Scenario

You are a junior data analyst working in the marketing analyst team at Cyclistic, a bike-share company in Chicago. The director of marketing believes the company’s future success depends on maximizing the number of annual memberships. Therefore, your team wants to understand how casual riders and annual members use Cyclistic bikes differently. From these insights, your team will design a new marketing strategy to convert casual riders into annual members. But first, Cyclistic executives must approve your recommendations, so they must be backed up with compelling data insights and professional data visualizations.

Characters and teams

About the company

In 2016, Cyclistic launched a successful bike-share offering. Since then, the program has grown to a fleet of 5,824 bicycles that are geotracked and locked into a network of 692 stations across Chicago. The bikes can be unlocked from one station and returned to any other station in the system anytime.

Until now, Cyclistic’s marketing strategy relied on building general awareness and appealing to broad consumer segments. Oneapproach that helped make these things possible was the flexibility of its pricing plans: single-ride passes, full-day passes, and annual memberships. Customers who purchase single-ride or full-day passes are referred to as casual riders. Customers who purchase annual memberships are Cyclistic members.
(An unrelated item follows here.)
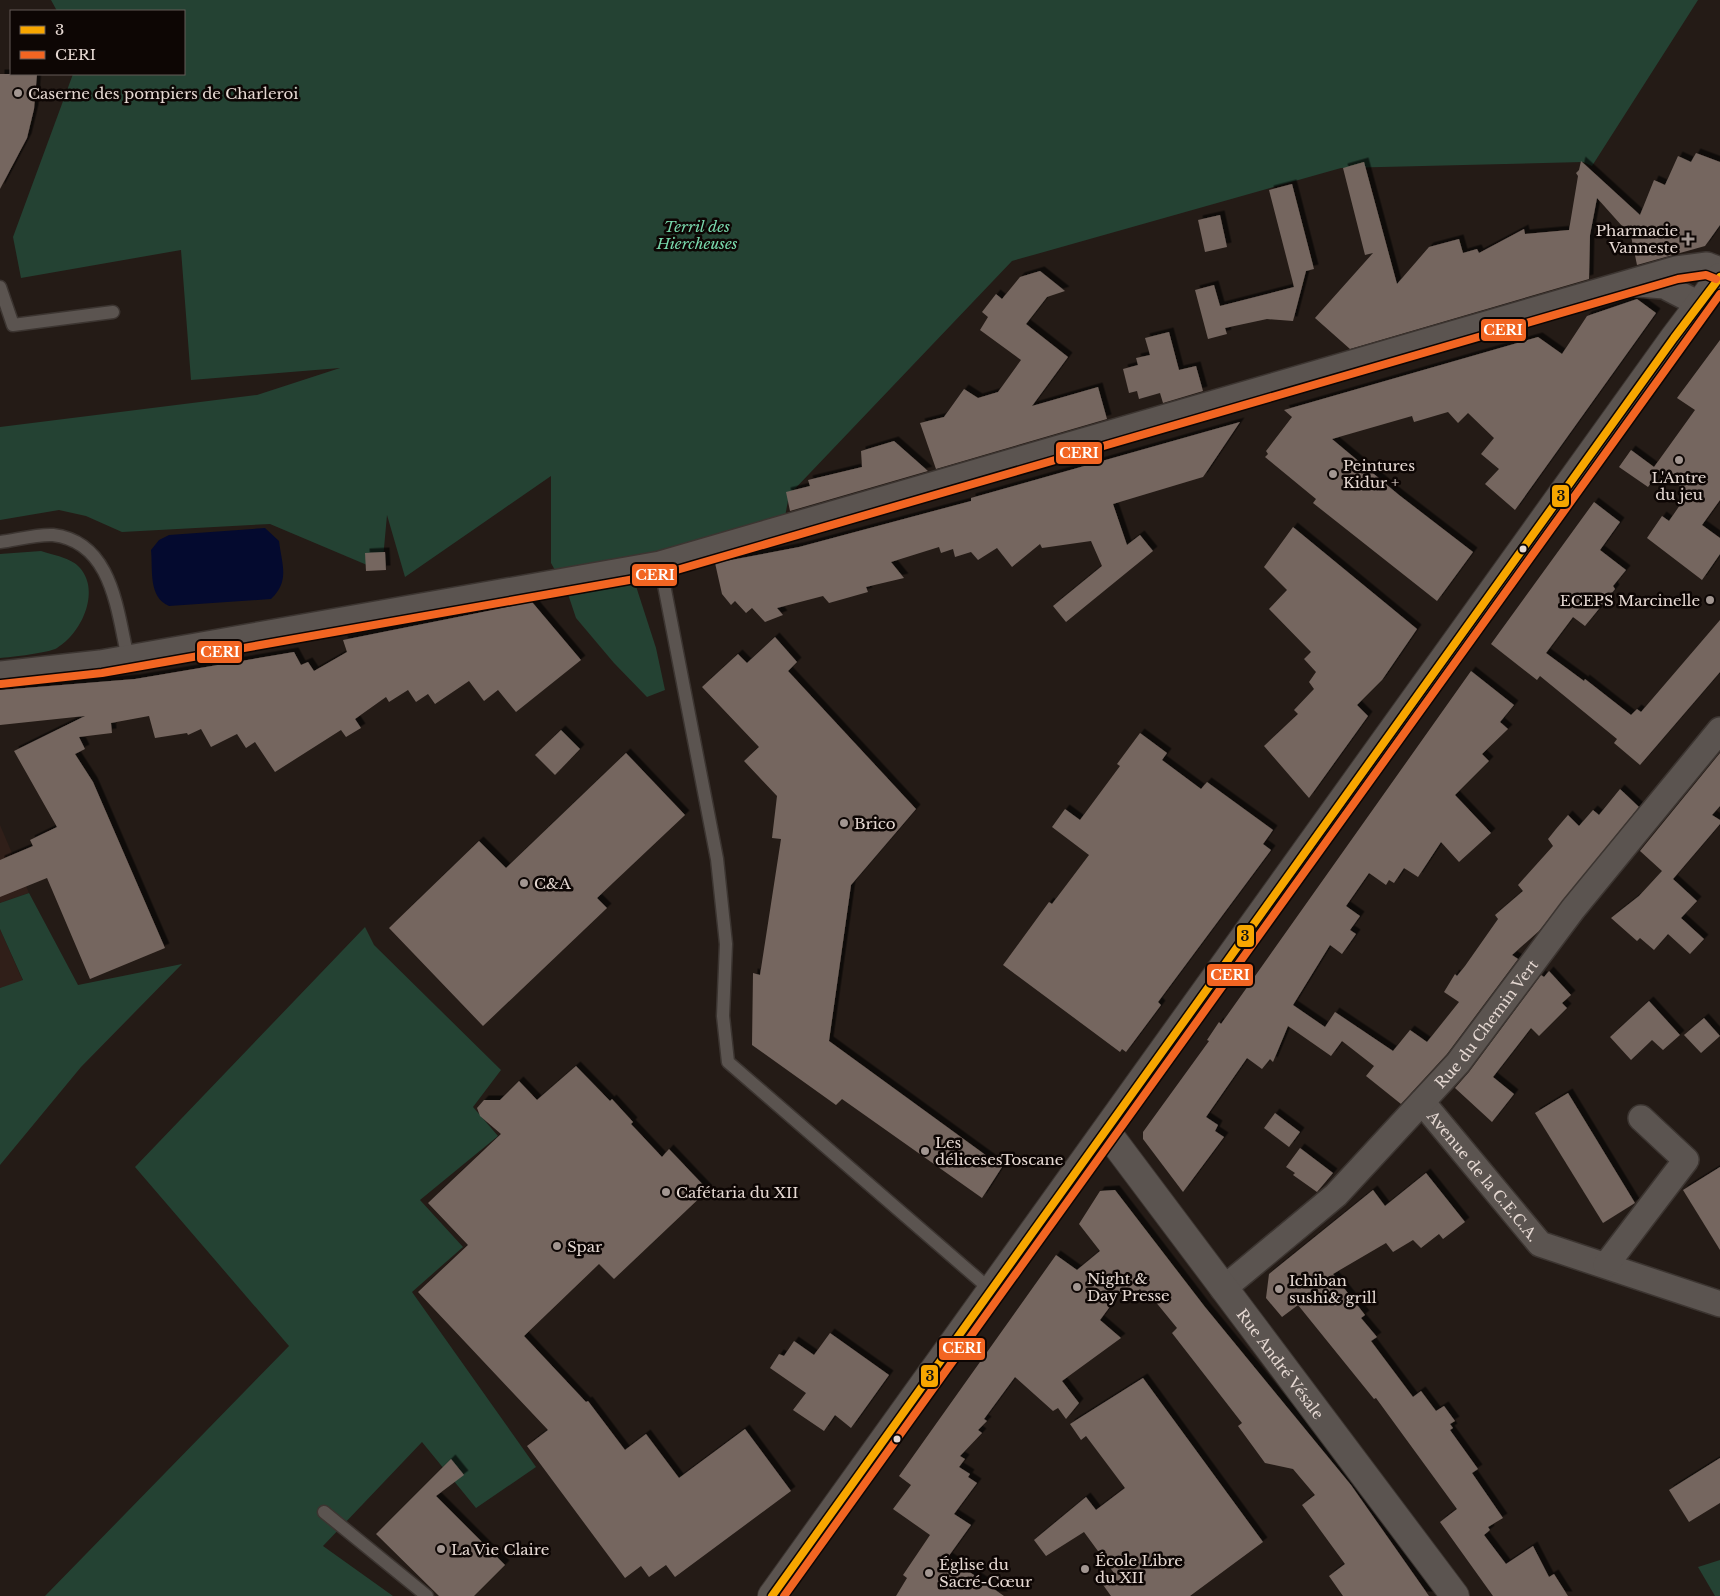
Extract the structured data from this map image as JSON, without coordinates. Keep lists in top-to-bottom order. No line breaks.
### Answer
{"streets":{"main road":["Rue André Vésale"],"street":["Rue du Chemin Vert","Avenue de la C.E.C.A."]},"crossings":[["Rue du Chemin Vert","Avenue de la C.E.C.A."],["Rue du Chemin Vert","Rue André Vésale"]],"parks":["Terril des Hiercheuses"],"places":{"other":["Caserne des pompiers de Charleroi","L'Antre du jeu","Peintures Kidur +","ECEPS Marcinelle","Brico","C&A","Les délicesesToscane","Cafétaria du XII","Spar","Night & Day Presse","Ichiban sushi& grill","La Vie Claire","École Libre du XII","Église du Sacré-Cœur"],"health":["Pharmacie Vanneste"]},"lines":["transit line CERI","transit line 3"],"legend":["3","CERI"]}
Cyclistic’s finance analysts have concluded that annual members are much more profitable than casual riders. Although the pricing flexibility helps Cyclistic attract more customers, Moreno believes that maximizing the number of annual members will be key to future growth. Rather than creating a marketing campaign that targets all-new customers, Moreno believes there is a very good chance to convert casual riders into members. She notes that casual riders are already aware of the Cyclistic program and have chosen Cyclistic for their mobility needs.

Moreno has set a clear goal: Design marketing strategies aimed at converting casual riders into annual members. In order to do that, however, the marketing analyst team needs to better understand how annual members and casual riders differ, why casual riders would buy a membership, and how digital media could affect their marketing tactics. Moreno and her team are interested in analyzing the Cyclistic historical bike trip data to identify trends.

Summary of Analysis

This fictional case study was processed through the six steps outlined in the Google Data Analytics curriculum:

This report includes code chunks and outputs where the anticipated impact is intended to illustrate the process being carried out or its result.

Ask

The high-level business task for this case study was to design marketing strategies aimed at converting casual riders into annual members. My specific assignment was to determine how annual members and casual riders use Cyclistic bikes differently.

Prepare

I began by importing data sets for each month of 2022. Data was made available under the use license found here, from the download site, https://divvy-tripdata.s3.amazonaws.com/index.html. I imported the twelve monthly *.csv files and consolidated them into a single data set for the year 2022. I prepared the data for cleaning and analysis through the following process.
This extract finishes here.